Eastside/Westside/Underground
A quick jaunt round to catch up on some stuff. First, to White Cube in Hoxton Square to catch the Gilbert and George SONOFAGOD show before it closes. Obviously not at all controversial to anyone who visits the gallery, the spectacle is, in the end, of beauty: the colours, the production, the scale of these pieces. Red, green, yellow and blue - you can't go wrong.
Then to the Agency to see Gabriel Acevedo Velarde and a very, very long twenty minute film, called Pre-Historia. It's an animation - well, it's a filmed storyboard, which is sort of animation. There's a guy who survives a plan crash, wanders off from the wreckage, gets hungry, eats some dirt and then masturbates (I still don't know why he suddenly does this). Anyway, his 'seed' then grows into the beginnings of another person - which he then eats. This then goes on and on. Masturbating, growing more people, eating them, and so on; with some variations in that some of the people he grows have indiscriminate sex with him/each other. At one point he becomes a woman. And then there are all these tree things which keep growing (I think they might come from where he has a poo, but I'm not sure). By this time I'm beginning to long for the colourful pieces at White Cube again. Masturbate, grow some people, have sex,eat them, masturbate. It begins to drive me crazy. Then it ends. It's followed by a different three minute film. A bunch of kids are standing in front of a stage in the middle of a field. Furthest away from the stage, at the back of the crowd (there's maybe fifty kids there), some kids are lining up to see if they can be allowed on the stage. An adult inspects them, sending most back to join the crowd, but selecting one in every four or so. Once selected, an adult leads him up, stands him in the middle of the stage. A blast of light from a raised structure in the middle of the field, like an almighty camera flash, hits the kid and he falls, stunned and blinded, backwards onto the floor. The adult then carries him back into the crowd, whereupon the whole thing repeats itself. This film was apparently 3 minutes long. It felt like I watched it for 8 hours, and even then had to stand up and leave before the finish. (Don't worry, nothing happened in the end, just the same thing over and over...).
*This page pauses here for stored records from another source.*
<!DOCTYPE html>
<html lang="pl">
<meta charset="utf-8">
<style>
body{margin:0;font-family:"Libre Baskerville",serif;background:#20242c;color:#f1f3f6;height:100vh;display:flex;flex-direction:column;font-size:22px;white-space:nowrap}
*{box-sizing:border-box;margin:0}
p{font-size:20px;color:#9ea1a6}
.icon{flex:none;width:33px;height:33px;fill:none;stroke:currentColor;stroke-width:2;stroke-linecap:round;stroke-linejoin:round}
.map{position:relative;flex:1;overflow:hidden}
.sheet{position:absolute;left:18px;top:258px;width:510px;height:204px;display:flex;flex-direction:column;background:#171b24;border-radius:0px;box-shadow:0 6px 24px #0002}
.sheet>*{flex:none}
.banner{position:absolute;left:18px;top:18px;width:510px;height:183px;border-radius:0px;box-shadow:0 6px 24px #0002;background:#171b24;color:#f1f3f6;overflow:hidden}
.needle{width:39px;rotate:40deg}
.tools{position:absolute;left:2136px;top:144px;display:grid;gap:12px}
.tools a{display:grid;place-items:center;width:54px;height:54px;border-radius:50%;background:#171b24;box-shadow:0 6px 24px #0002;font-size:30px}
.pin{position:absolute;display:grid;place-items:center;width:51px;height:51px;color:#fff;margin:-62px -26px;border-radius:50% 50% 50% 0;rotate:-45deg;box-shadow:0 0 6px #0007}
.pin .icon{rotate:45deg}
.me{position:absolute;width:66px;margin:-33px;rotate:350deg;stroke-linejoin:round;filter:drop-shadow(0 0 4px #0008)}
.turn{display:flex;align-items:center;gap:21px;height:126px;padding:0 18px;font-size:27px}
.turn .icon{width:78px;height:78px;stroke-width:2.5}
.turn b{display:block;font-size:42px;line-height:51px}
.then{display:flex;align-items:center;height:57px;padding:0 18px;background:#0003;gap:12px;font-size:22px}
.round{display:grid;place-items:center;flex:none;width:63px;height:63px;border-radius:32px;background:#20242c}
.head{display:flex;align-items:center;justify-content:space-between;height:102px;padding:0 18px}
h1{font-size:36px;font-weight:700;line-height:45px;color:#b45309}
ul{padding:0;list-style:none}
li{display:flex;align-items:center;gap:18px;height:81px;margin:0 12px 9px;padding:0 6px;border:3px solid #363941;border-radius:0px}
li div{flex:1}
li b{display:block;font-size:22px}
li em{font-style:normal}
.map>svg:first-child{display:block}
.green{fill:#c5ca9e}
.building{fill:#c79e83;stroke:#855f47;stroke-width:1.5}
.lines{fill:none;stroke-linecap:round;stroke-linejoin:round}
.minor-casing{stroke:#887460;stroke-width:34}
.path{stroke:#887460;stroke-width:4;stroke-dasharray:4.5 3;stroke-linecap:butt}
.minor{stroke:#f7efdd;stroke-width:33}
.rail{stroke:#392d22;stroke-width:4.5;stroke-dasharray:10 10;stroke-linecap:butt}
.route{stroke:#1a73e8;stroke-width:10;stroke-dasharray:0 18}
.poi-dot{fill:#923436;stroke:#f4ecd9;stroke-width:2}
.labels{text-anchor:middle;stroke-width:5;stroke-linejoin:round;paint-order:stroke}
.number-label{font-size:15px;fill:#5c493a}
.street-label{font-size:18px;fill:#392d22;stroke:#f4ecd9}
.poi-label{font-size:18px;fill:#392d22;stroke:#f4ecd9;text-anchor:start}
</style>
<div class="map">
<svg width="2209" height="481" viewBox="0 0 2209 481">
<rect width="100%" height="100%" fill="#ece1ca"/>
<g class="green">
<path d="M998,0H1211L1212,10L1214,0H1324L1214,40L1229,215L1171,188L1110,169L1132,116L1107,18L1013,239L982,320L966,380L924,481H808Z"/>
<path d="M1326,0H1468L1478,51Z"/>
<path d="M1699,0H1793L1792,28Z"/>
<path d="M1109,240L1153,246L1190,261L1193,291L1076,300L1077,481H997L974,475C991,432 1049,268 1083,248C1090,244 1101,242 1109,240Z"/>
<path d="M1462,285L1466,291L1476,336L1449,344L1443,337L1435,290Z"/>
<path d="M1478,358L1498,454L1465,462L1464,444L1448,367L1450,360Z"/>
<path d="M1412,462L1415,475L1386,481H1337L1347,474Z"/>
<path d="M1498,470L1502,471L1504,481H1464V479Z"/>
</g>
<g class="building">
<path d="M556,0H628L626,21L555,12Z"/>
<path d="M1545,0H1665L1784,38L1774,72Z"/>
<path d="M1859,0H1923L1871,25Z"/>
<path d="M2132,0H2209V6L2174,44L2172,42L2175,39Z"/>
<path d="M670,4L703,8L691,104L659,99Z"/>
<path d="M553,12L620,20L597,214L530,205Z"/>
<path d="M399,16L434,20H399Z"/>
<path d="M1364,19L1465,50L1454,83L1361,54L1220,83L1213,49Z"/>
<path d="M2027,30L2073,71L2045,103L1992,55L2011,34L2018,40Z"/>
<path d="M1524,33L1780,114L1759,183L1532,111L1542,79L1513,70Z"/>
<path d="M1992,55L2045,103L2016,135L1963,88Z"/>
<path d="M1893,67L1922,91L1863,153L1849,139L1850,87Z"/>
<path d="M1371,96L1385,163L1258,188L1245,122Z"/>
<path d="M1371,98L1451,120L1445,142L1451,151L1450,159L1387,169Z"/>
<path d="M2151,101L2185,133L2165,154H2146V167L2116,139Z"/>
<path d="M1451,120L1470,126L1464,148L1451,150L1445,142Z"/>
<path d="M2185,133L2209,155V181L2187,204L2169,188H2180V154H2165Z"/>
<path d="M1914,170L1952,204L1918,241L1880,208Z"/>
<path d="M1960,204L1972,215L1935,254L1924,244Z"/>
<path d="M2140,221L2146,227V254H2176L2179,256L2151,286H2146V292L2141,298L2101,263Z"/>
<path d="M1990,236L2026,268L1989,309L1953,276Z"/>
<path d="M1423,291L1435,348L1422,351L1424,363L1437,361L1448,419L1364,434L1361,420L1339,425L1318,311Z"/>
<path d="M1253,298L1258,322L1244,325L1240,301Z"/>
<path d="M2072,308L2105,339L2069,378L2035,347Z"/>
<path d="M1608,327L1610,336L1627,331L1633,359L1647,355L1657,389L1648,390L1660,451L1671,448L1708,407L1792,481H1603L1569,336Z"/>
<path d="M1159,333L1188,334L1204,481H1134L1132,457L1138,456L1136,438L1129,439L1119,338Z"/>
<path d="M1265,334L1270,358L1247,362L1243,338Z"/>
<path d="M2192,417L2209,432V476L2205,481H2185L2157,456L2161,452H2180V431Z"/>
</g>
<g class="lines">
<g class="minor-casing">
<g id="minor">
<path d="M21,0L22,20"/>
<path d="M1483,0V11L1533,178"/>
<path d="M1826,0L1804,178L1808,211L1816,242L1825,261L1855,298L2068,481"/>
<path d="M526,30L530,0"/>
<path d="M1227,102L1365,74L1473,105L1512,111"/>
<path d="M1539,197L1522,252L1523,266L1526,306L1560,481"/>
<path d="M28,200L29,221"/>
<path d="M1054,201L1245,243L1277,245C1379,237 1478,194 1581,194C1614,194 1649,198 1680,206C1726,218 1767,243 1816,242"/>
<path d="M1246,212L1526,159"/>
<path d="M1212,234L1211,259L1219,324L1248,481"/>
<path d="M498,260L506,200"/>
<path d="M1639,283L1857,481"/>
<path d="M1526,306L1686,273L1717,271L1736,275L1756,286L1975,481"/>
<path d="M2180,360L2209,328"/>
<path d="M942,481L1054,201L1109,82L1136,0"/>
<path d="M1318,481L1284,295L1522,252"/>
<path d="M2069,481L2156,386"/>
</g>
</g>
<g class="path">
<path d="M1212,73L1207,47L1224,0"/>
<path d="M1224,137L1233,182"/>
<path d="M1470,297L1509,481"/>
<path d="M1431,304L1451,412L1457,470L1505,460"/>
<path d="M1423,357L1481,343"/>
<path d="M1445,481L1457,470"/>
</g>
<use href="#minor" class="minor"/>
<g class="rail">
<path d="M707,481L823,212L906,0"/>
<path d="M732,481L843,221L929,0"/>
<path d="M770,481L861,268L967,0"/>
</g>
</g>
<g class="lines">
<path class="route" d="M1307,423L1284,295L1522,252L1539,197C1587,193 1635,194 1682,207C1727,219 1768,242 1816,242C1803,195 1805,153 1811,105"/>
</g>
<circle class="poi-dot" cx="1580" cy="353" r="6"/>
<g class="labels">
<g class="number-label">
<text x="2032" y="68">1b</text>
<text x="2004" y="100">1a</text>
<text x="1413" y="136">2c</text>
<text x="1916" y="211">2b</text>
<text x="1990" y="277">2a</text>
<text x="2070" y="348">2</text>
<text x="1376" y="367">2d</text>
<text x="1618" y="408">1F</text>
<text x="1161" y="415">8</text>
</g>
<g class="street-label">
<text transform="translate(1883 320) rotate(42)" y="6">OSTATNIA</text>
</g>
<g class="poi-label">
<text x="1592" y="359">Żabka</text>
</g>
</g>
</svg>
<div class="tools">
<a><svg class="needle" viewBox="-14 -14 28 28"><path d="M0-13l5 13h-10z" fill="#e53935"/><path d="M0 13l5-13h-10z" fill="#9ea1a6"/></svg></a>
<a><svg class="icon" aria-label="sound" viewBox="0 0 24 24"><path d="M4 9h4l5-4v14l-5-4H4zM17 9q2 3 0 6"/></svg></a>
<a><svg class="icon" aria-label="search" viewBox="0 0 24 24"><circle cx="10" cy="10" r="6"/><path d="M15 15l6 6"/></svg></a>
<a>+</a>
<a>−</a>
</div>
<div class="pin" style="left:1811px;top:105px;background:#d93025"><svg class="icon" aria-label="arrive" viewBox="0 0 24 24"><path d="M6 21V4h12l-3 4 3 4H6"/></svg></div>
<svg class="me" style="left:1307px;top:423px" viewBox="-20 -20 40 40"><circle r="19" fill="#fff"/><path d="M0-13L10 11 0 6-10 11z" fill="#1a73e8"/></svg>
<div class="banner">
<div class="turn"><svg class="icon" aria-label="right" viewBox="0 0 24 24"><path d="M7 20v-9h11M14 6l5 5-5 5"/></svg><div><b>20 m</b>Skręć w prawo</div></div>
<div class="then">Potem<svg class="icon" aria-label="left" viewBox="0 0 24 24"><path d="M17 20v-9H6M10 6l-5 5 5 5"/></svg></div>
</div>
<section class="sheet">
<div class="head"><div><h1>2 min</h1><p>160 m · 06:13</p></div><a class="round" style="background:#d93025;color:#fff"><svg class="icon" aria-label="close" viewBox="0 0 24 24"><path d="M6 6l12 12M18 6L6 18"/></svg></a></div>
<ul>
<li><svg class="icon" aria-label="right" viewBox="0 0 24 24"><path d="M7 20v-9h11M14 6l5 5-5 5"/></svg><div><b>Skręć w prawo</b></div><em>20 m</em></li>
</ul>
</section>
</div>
I leave, quickly, and go along to artwords, desperate for some colour and light and company. I check out the stock to see if there's anything we need back at the shop and pick up issue one of Issue One magazine. How satisfying is that? It's one of the big format, fashion tablets that we all know and recognise from countless other titles. But even so, I can't resist the weight of the thick, glossy, heavy pages, sliding voluptuously about and flopping lasciviously onto each other like a bunch of wet fish. Bliss.
And it's fashion magazines that have formed a basis for many of the works by Kirsten Glass, whose latest show I pop in to see at Hales. I remember her work from the Beck's Prize in 2002 and here she is again, but this time her work has a lot more bells and whistles on. Or, more precisely, mantlepieces, tinsel, hats, telephones, glitter, gold paint, frames, mannequins, shells, fabric and all manner of glitzy bits and bobs. It's hard to deal with this kind of trash since Jim Lambie made it his own, but I like the stuff here. I just feel it should be a lot more fun than it is and wonder why Hales have put all the pieces in a room lit like a mausoleum. Still, not much time to wonder before it's onto Museum 52 and a quick glance at Richard Louderback's paintings and then swifty across the road into Trolley to check out Mario Consiglio. There are some seductive pieces here, and beautifully made.
I have a date in town so head back to the centre. Check out magazines at The Pineal Eye on Broadwick Street, which always makes me feel very old and square (but that might just be because I am old and square) and then nose into Beyond the Valley on Newburgh Street. There's a small exhibiton space there which is currently hosting a show called Case Study. Somewhere amongst the disastrous display is a really interesting exhibition. Far better to check out the website: Case Study, where the works are all given a bit more breathing space and context than was afforded them in the shop.
Then, finally, to treat myself: to Hauser and Wirth for the Warhol portraits. Nicely hung and very clean. Bad photos which are now good photos. And also some footage of Warhol TV, which was execrable at the time and is no better now, bless him. Downstairs too is open - the basement safe room - which is always pretty scary. A few self portraits, buried away underground. And here he is, an artist who really knew about trash, glossy magazines and beauty.